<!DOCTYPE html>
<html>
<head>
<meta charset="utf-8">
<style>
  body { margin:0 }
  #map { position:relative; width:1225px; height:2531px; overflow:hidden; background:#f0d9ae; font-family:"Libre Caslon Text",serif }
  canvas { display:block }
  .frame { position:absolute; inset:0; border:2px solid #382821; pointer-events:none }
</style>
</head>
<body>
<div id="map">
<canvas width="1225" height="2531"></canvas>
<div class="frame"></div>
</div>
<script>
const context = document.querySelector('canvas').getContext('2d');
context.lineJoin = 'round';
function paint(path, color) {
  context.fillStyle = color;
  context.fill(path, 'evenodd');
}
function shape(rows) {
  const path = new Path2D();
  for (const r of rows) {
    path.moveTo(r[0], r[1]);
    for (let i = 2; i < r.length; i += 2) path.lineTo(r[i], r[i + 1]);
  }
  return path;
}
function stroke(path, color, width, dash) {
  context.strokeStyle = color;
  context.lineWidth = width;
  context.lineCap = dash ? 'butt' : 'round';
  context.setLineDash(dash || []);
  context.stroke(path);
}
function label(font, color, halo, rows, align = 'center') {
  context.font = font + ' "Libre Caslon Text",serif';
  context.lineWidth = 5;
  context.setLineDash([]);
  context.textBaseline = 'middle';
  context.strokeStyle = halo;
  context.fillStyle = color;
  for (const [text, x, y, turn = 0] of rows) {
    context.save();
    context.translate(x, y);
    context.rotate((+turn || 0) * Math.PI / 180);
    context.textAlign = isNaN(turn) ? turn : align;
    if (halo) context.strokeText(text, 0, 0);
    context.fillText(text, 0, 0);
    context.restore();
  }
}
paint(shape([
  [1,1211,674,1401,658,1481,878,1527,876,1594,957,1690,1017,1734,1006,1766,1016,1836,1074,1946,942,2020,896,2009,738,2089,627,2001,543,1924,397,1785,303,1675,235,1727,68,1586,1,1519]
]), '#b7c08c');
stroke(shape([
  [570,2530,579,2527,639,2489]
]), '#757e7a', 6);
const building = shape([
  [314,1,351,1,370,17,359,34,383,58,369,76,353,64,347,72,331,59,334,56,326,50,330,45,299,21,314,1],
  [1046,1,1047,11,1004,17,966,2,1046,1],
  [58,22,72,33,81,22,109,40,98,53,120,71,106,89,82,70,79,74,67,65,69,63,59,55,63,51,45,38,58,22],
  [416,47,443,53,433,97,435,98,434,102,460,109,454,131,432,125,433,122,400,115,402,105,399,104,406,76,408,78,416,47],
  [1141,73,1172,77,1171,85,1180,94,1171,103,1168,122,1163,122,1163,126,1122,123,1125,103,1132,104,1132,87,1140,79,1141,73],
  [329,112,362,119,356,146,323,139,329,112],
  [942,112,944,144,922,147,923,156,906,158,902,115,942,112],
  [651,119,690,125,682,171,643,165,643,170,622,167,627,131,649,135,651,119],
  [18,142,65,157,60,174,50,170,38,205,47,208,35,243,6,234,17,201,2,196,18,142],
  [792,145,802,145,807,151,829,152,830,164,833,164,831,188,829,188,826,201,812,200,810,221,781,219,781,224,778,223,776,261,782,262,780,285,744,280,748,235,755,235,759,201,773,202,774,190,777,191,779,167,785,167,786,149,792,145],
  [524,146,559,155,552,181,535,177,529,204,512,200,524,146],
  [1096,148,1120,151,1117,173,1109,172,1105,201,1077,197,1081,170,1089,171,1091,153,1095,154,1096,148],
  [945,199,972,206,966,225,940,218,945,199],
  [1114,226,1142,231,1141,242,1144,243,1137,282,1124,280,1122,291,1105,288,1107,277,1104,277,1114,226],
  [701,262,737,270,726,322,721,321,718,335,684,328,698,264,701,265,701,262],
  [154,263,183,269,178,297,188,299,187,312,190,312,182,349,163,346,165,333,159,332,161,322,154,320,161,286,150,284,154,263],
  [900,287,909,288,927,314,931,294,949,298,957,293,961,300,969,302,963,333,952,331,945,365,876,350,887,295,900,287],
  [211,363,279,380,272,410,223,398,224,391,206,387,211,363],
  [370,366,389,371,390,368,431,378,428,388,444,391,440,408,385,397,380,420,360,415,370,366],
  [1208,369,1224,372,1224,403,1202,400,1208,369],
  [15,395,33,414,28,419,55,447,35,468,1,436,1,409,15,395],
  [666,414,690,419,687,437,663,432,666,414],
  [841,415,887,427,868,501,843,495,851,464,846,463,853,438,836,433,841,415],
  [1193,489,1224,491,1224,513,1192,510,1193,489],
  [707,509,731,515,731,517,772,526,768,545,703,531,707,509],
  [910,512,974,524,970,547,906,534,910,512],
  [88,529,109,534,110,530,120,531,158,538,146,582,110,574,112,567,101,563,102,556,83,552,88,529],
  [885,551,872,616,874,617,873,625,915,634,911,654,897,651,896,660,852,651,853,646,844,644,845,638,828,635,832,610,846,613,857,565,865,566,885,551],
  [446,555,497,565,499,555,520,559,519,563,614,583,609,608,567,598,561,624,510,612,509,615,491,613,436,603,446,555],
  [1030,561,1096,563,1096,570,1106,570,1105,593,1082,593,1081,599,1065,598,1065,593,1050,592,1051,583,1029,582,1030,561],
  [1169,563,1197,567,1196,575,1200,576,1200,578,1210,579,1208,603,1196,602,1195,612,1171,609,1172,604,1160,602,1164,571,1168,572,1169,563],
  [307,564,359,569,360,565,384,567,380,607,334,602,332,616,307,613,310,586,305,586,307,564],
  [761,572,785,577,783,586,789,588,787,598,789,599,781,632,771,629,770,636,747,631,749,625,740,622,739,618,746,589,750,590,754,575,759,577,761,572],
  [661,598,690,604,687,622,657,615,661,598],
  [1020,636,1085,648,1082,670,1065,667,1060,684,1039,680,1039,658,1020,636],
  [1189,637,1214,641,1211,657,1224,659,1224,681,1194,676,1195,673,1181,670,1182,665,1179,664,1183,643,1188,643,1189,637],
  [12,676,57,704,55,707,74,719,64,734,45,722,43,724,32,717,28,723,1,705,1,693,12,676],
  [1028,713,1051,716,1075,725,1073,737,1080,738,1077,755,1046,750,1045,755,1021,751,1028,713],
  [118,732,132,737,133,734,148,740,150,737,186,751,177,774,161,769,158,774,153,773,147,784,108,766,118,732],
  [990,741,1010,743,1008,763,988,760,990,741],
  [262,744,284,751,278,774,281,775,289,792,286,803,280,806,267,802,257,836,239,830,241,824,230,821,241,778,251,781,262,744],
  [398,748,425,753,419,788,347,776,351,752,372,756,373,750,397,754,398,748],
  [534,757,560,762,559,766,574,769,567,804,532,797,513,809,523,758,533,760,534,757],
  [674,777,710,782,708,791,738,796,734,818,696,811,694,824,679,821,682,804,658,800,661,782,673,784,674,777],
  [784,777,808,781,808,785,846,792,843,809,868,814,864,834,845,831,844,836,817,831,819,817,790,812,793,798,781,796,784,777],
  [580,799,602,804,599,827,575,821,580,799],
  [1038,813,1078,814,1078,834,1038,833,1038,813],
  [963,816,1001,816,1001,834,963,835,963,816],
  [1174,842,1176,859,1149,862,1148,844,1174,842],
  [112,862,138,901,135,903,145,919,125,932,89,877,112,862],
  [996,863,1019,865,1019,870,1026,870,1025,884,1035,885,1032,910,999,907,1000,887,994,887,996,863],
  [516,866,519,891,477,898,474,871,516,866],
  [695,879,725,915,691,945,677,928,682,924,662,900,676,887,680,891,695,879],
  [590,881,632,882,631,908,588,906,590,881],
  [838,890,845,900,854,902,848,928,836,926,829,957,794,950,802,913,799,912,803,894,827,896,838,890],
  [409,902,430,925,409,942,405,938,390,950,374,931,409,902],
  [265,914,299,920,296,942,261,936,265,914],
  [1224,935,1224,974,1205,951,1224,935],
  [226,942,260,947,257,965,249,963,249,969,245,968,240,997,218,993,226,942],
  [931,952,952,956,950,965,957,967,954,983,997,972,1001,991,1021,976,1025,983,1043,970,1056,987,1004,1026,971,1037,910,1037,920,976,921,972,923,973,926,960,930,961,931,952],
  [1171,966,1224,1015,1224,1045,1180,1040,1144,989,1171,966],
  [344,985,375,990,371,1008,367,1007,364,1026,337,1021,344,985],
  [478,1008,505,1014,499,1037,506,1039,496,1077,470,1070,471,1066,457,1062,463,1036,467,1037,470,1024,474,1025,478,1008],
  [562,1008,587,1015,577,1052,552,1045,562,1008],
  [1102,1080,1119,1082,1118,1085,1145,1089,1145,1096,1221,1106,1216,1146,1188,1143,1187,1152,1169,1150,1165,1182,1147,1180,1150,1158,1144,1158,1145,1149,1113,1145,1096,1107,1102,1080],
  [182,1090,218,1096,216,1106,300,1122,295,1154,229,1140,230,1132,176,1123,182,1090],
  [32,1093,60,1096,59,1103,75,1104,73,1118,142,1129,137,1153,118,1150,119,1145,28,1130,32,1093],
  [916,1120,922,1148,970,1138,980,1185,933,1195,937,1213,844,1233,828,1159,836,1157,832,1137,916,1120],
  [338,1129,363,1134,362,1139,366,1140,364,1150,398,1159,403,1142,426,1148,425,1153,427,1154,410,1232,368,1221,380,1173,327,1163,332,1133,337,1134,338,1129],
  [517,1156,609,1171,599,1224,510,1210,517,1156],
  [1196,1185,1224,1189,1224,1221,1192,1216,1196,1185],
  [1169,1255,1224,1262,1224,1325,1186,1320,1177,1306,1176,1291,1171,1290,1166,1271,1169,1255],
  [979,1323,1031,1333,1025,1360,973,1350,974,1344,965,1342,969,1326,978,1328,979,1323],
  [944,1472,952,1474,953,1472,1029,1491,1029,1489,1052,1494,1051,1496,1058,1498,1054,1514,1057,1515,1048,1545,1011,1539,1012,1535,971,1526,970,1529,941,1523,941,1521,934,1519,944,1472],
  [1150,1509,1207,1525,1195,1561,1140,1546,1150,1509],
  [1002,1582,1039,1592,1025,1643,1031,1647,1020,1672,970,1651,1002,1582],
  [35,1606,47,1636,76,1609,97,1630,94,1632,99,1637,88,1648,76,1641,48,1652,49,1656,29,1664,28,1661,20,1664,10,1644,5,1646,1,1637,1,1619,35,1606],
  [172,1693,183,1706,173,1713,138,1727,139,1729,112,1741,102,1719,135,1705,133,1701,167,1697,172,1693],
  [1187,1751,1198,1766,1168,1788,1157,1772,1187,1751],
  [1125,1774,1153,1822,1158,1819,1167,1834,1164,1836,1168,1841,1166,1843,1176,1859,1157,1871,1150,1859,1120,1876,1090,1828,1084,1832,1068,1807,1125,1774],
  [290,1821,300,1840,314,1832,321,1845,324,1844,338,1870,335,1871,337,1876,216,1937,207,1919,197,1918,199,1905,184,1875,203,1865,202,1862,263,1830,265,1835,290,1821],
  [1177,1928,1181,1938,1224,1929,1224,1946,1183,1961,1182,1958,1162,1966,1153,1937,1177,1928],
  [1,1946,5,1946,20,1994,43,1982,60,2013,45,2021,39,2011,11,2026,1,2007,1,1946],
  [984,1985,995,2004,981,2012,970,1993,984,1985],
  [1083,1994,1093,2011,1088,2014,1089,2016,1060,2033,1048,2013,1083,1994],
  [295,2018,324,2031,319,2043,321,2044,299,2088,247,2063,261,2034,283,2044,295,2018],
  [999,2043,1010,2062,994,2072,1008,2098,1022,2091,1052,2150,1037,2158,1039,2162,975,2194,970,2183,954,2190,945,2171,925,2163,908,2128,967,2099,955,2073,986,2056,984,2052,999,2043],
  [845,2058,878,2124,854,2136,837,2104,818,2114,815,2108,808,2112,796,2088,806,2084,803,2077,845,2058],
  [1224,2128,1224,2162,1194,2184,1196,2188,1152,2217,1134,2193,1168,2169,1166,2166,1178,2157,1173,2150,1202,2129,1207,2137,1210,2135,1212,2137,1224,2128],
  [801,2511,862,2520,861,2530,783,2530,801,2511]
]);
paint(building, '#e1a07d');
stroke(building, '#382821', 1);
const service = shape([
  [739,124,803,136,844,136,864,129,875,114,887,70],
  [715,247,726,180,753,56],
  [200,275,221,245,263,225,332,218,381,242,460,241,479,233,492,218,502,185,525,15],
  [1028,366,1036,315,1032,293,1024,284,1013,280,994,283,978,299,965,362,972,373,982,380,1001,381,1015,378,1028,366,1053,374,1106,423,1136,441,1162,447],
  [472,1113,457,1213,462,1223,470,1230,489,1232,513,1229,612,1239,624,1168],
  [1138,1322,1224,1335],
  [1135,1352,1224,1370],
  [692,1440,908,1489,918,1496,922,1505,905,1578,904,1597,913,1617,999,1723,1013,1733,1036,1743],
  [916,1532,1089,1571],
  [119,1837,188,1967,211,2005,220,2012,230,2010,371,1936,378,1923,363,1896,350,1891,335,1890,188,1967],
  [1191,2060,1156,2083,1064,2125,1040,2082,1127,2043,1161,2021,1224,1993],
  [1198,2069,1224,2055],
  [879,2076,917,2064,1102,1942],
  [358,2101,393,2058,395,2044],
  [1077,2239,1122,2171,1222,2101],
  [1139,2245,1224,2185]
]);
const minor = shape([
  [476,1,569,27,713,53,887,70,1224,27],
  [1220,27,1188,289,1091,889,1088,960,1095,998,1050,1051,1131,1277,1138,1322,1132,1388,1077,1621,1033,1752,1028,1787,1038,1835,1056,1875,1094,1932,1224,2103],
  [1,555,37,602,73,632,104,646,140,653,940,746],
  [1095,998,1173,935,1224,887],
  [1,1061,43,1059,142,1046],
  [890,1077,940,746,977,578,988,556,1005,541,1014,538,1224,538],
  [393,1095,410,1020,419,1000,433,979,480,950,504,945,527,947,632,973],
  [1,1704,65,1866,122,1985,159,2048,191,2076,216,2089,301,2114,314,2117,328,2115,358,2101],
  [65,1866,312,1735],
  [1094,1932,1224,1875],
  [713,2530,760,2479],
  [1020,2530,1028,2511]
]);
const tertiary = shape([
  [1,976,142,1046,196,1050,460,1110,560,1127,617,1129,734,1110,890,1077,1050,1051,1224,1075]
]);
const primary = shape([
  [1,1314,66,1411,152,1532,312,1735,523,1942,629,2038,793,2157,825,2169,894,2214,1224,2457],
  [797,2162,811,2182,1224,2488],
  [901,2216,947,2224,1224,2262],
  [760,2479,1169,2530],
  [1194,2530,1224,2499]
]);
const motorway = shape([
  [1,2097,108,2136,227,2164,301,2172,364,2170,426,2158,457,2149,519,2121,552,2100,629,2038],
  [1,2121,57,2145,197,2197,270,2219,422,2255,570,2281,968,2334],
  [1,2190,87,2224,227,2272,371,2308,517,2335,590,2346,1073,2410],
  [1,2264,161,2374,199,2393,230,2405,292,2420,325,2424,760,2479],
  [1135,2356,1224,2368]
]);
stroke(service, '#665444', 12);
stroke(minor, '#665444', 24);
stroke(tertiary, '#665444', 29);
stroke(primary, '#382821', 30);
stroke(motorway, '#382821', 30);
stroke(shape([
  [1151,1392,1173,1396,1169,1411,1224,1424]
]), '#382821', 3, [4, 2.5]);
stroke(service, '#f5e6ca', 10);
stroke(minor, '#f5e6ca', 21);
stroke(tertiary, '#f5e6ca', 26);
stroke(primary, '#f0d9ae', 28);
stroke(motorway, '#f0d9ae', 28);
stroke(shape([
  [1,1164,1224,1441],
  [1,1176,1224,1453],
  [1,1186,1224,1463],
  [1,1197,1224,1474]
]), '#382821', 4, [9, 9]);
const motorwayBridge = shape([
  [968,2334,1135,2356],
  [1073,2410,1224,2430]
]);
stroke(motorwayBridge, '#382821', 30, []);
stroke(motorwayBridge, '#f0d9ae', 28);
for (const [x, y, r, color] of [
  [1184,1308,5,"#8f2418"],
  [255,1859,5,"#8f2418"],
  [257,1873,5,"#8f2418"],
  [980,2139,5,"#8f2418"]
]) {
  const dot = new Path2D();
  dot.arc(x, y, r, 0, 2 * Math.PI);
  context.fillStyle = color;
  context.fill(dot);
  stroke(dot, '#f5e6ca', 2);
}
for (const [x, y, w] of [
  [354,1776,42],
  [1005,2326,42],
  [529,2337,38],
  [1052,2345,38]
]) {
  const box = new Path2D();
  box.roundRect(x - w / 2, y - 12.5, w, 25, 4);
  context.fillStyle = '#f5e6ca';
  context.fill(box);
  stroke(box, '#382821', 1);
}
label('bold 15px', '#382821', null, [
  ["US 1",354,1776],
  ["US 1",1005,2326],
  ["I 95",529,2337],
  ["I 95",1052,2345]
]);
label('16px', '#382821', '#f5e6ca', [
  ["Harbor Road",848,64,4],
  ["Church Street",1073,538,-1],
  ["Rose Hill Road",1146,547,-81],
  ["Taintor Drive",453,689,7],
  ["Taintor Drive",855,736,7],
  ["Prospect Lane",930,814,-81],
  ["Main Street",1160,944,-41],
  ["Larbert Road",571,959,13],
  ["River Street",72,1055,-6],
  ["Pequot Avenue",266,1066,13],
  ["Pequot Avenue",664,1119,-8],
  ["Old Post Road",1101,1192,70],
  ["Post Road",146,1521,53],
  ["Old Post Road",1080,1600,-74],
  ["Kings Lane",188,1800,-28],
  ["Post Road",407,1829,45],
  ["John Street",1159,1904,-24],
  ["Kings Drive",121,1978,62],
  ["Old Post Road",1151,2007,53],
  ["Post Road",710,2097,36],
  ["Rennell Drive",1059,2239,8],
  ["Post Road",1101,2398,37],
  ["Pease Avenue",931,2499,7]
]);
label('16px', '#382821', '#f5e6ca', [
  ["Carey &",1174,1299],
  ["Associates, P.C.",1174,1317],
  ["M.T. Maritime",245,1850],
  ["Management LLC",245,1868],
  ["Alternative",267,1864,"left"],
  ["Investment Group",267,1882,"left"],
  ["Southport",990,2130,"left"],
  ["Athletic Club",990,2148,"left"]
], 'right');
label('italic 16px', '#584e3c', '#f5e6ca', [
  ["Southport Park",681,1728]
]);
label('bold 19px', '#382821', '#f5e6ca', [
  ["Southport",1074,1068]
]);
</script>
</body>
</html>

.....

== Work to complete ==
Where a line of the records holds the word "setLineDash", copy that line.

== Answer box ==
  context.setLineDash(dash || []);
  context.setLineDash([]);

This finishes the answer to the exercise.